Task details: Look for the word "Huisduinerweg" in the entries and copy every line where it shows up.
* * *
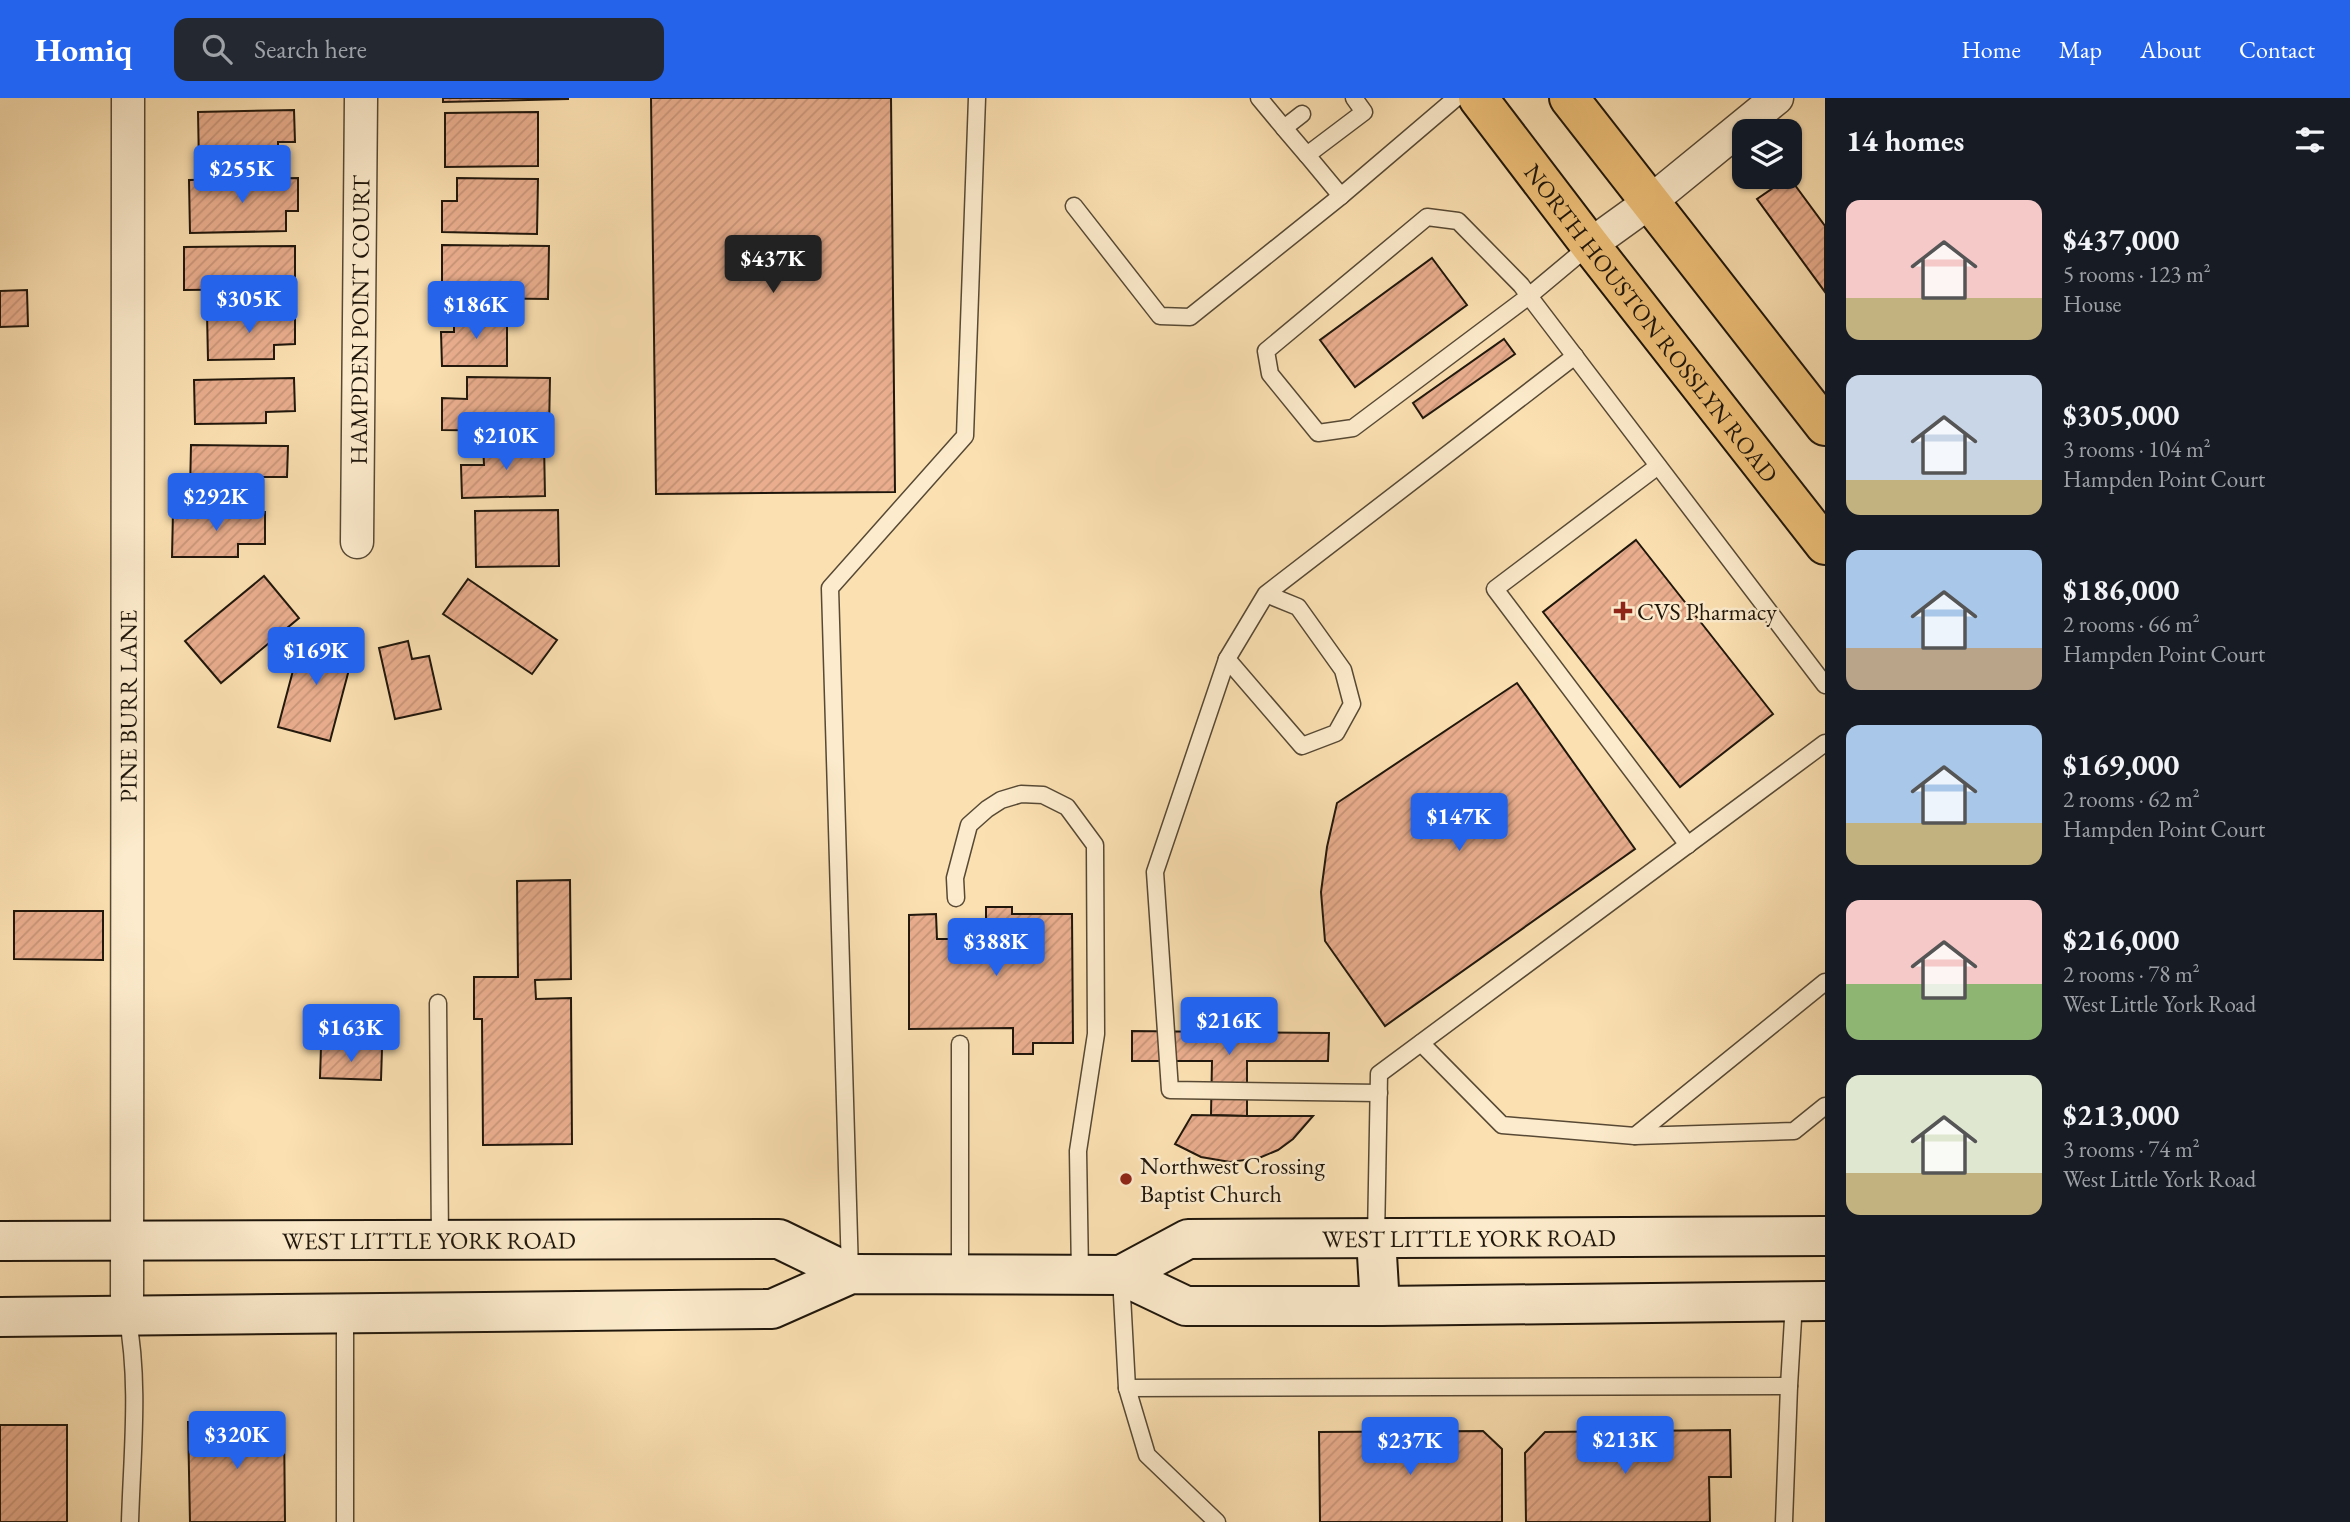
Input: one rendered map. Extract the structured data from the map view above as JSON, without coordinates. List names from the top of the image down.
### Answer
{
  "streets": {
    "main road": ["NORTH HOUSTON ROSSLYN ROAD", "WEST LITTLE YORK ROAD"],
    "street": ["HAMPDEN POINT COURT", "PINE BURR LANE"]
  },
  "crossings": [
    ["PINE BURR LANE", "WEST LITTLE YORK ROAD"]
  ],
  "places": {
    "health": ["CVS Pharmacy"],
    "other": ["Northwest Crossing Baptist Church"]
  },
  "page": {
    "header": "Homiq",
    "search": "Search here",
    "nav": [
      "Home",
      "Map",
      "About",
      "Contact"
    ],
    "heading": "14 homes",
    "price": [
      "$255K",
      "$437K",
      "$305K",
      "$186K",
      "$210K",
      "$292K",
      "$169K",
      "$147K",
      "$388K",
      "$216K",
      "$163K",
      "$320K",
      "$213K",
      "$237K"
    ],
    "list": [
      {
        "name": "$437,000",
        "note": "5 rooms · 123 m² · House"
      },
      {
        "name": "$305,000",
        "note": "3 rooms · 104 m² · Hampden Point Court"
      },
      {
        "name": "$186,000",
        "note": "2 rooms · 66 m² · Hampden Point Court"
      },
      {
        "name": "$169,000",
        "note": "2 rooms · 62 m² · Hampden Point Court"
      },
      {
        "name": "$216,000",
        "note": "2 rooms · 78 m² · West Little York Road"
      },
      {
        "name": "$213,000",
        "note": "3 rooms · 74 m² · West Little York Road"
      }
    ]
  }
}
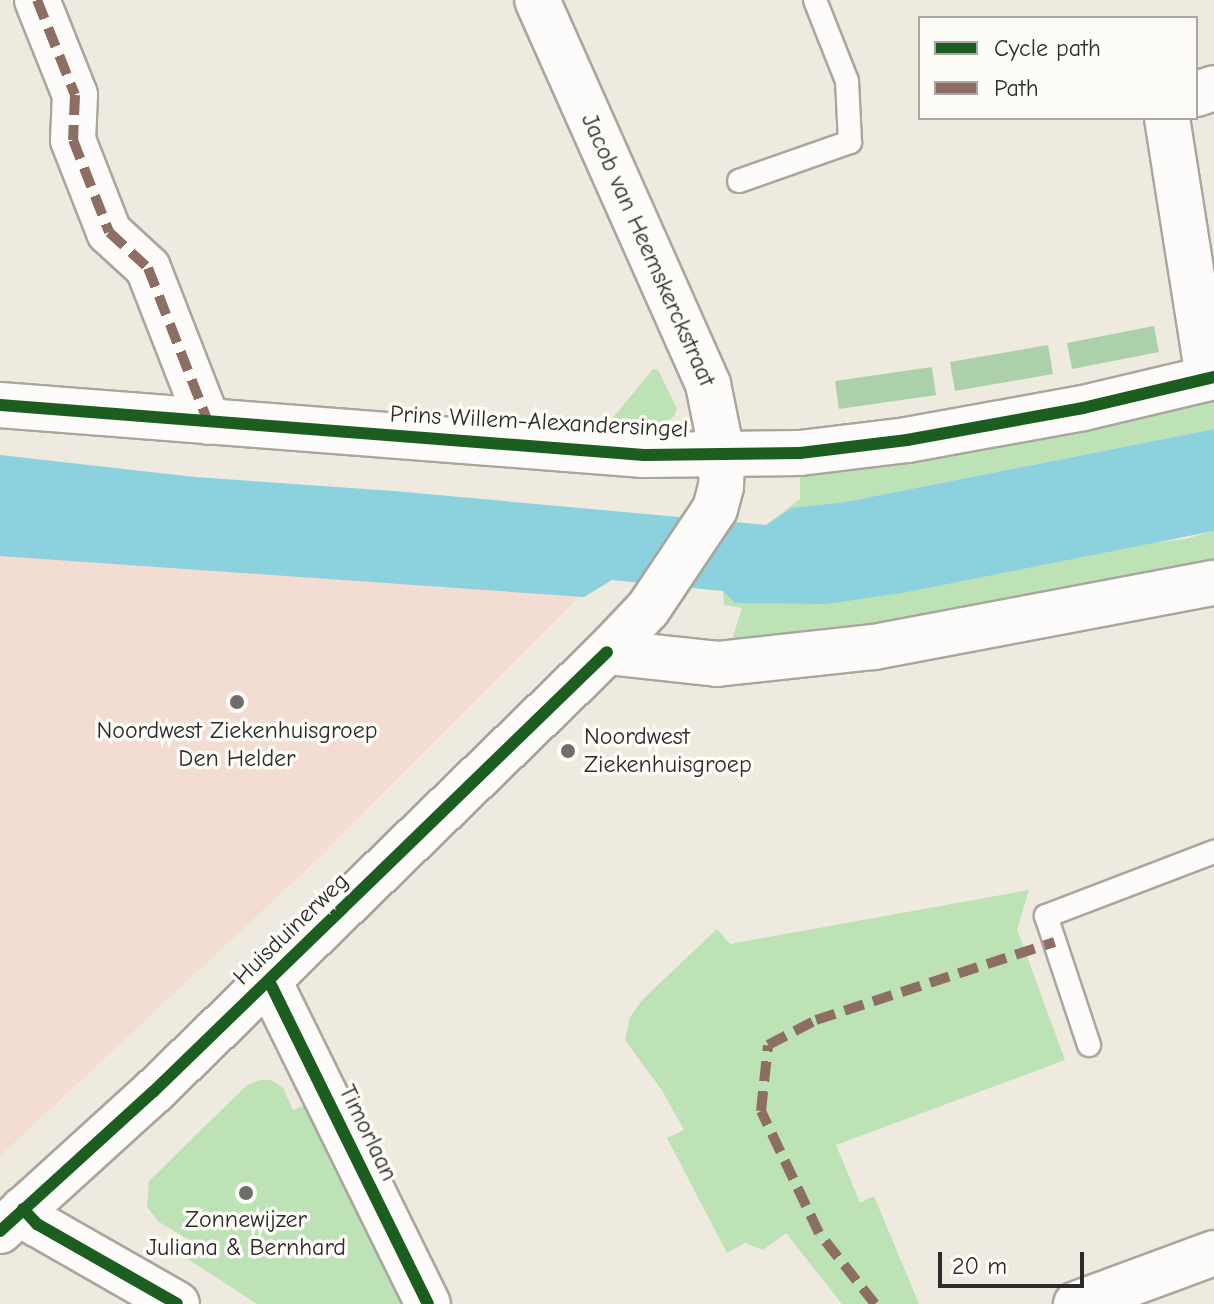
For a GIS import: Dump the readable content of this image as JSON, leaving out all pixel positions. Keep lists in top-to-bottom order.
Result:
{
  "streets": {
    "street": [
      "Jacob van Heemskerckstraat",
      "Prins Willem-Alexandersingel",
      "Huisduinerweg",
      "Timorlaan"
    ]
  },
  "crossings": [
    ["Jacob van Heemskerckstraat", "Prins Willem-Alexandersingel"],
    ["Jacob van Heemskerckstraat", "Huisduinerweg"],
    ["Huisduinerweg", "Timorlaan"]
  ],
  "places": ["Noordwest Ziekenhuisgroep Den Helder", "Noordwest Ziekenhuisgroep", "Zonnewijzer Juliana & Bernhard"],
  "legend": ["Cycle path", "Path"],
  "scale_bar": "20 m"
}
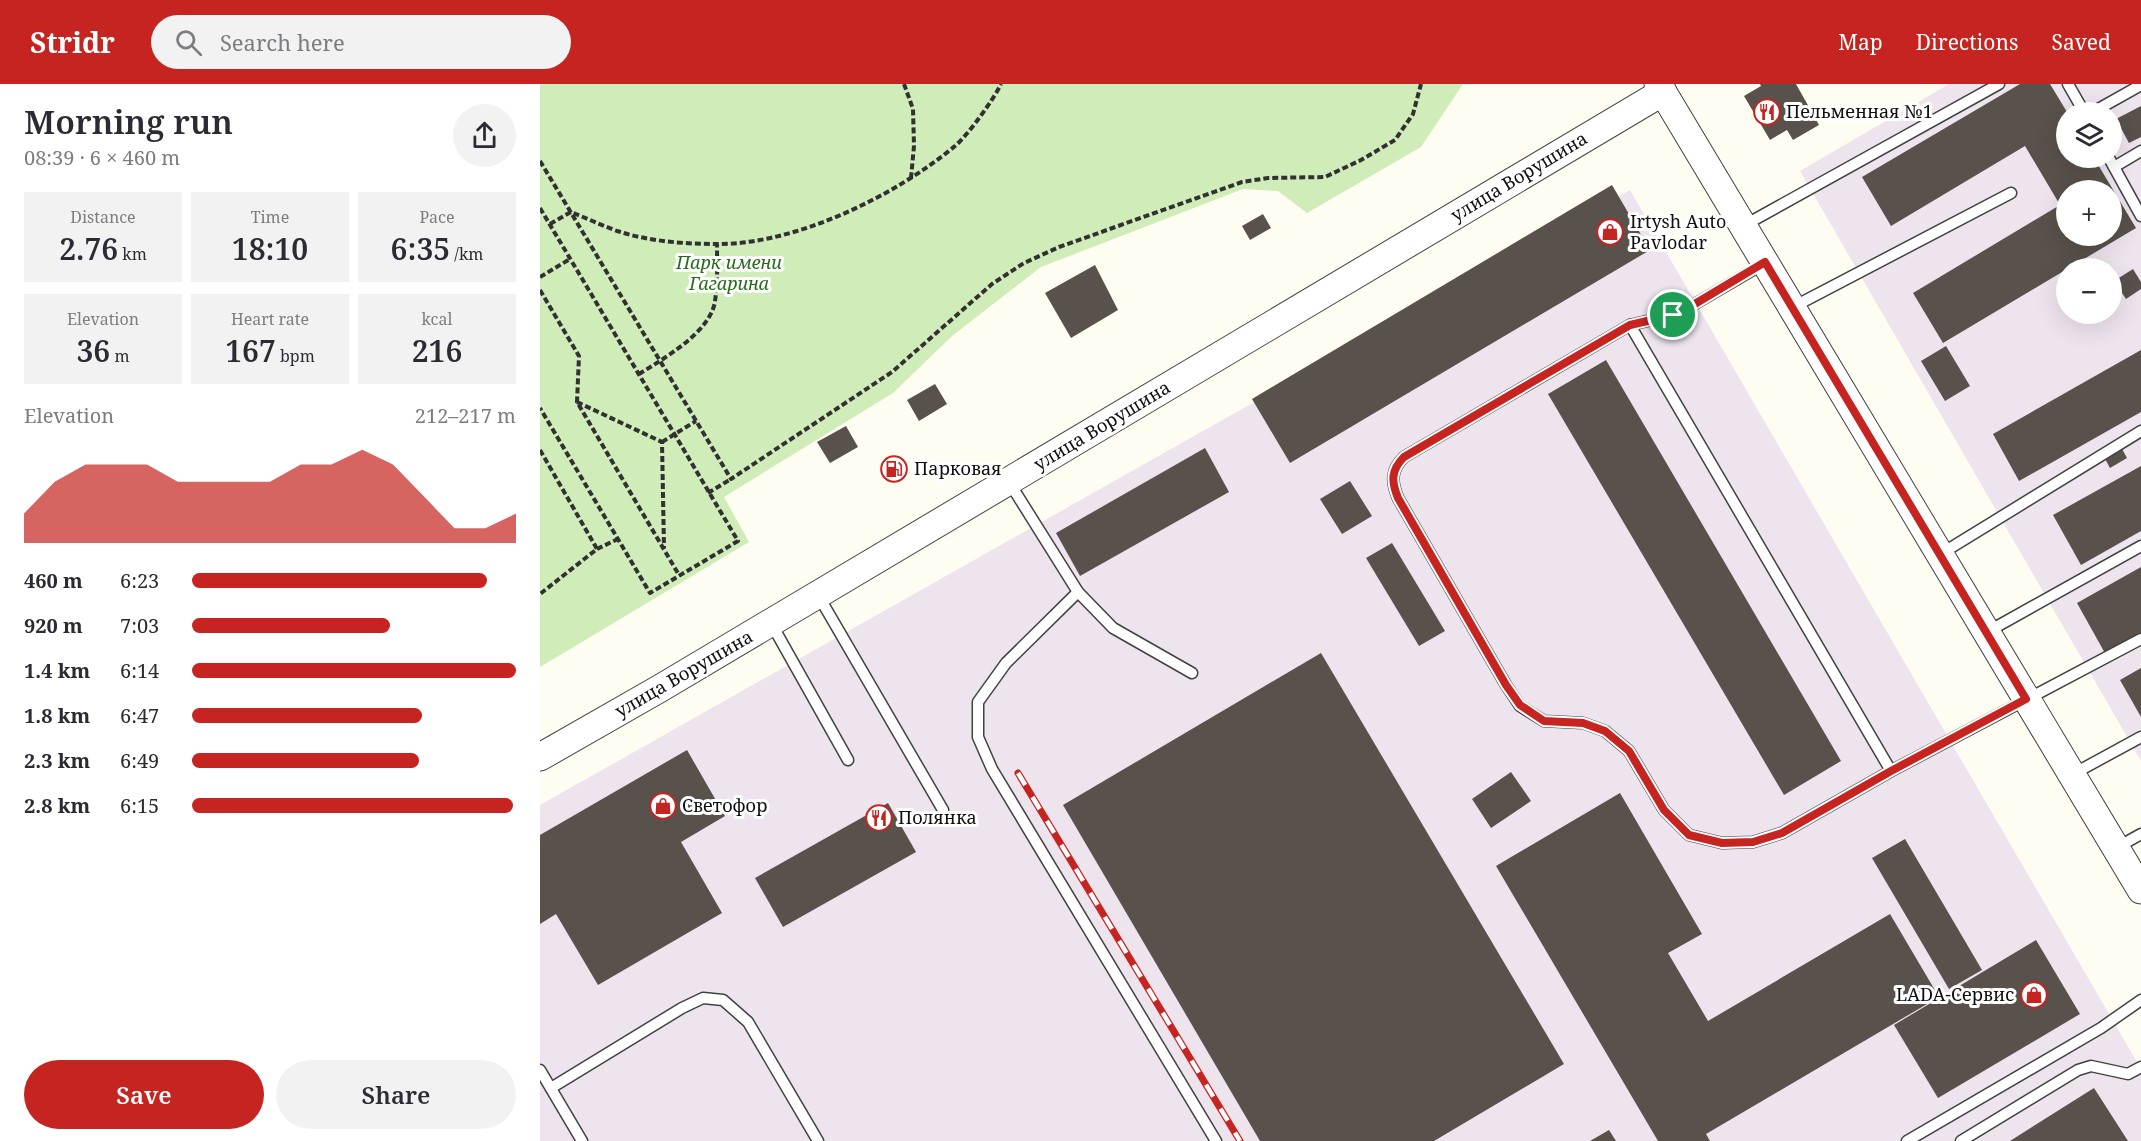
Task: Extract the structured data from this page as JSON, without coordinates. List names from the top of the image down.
{
  "streets": {
    "street": ["улица Ворушина"]
  },
  "parks": ["Парк имени Гагарина"],
  "places": {
    "restaurant": ["Пельменная №1", "Полянка"],
    "shop": ["Irtysh Auto Pavlodar", "Светофор", "LADA-Сервис"],
    "fuel station": ["Парковая"]
  },
  "page": {
    "header": "Stridr",
    "search": "Search here",
    "nav": ["Map", "Directions", "Saved"],
    "heading": ["Morning run", "08:39 · 6 × 460 m"],
    "map_buttons": ["+", "−"],
    "stats": [
      ["Distance", "2.76 km"],
      ["Time", "18:10"],
      ["Pace", "6:35 /km"],
      ["Elevation", "36 m"],
      ["Heart rate", "167 bpm"],
      ["kcal", "216"]
    ],
    "chart": ["Elevation", "212–217 m"],
    "list": [
      {
        "name": "460 m",
        "note": "6:23"
      },
      {
        "name": "920 m",
        "note": "7:03"
      },
      {
        "name": "1.4 km",
        "note": "6:14"
      },
      {
        "name": "1.8 km",
        "note": "6:47"
      },
      {
        "name": "2.3 km",
        "note": "6:49"
      },
      {
        "name": "2.8 km",
        "note": "6:15"
      }
    ],
    "buttons": ["Save", "Share"]
  }
}
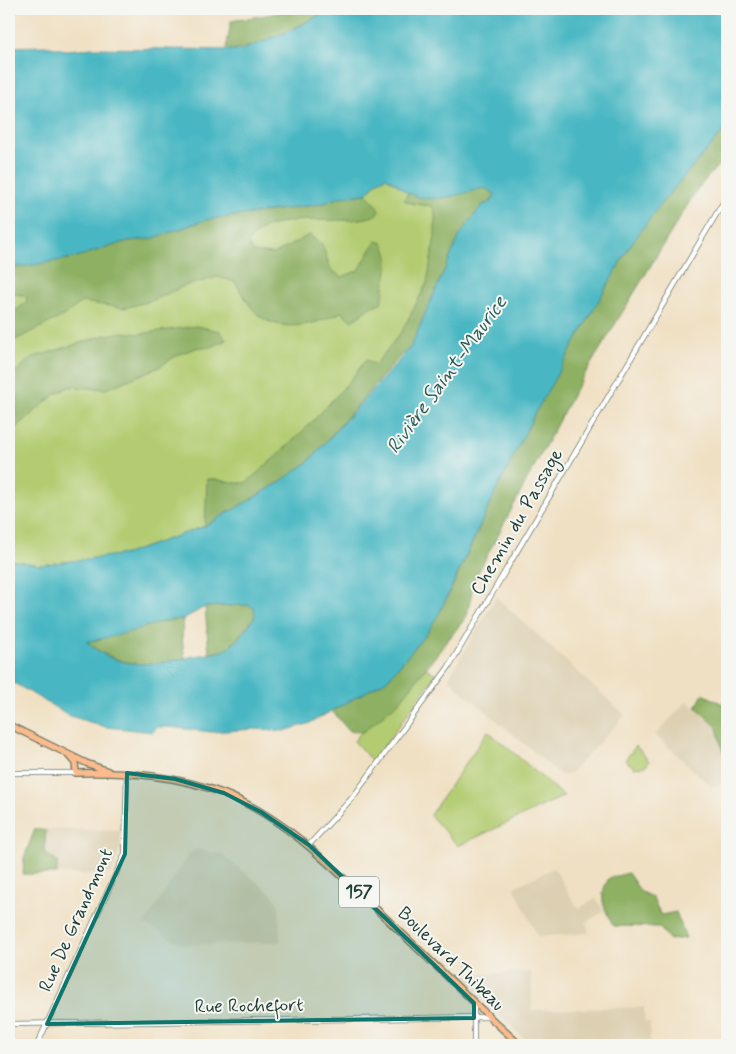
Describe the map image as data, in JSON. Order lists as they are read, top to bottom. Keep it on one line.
{"streets":{"main road":["157","Boulevard Thibeau"],"street":["Chemin du Passage","Rue De Grandmont","Rue Rochefort"]},"crossings":[["Chemin du Passage","Boulevard Thibeau"],["157","Boulevard Thibeau"],["Rue De Grandmont","Boulevard Thibeau"],["Rue De Grandmont","Rue Rochefort"],["Boulevard Thibeau","Rue Rochefort"]],"water":["Rivière Saint-Maurice"]}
* * *
Reply:
      "Huisduinerweg",
    ["Jacob van Heemskerckstraat", "Huisduinerweg"],
    ["Huisduinerweg", "Timorlaan"]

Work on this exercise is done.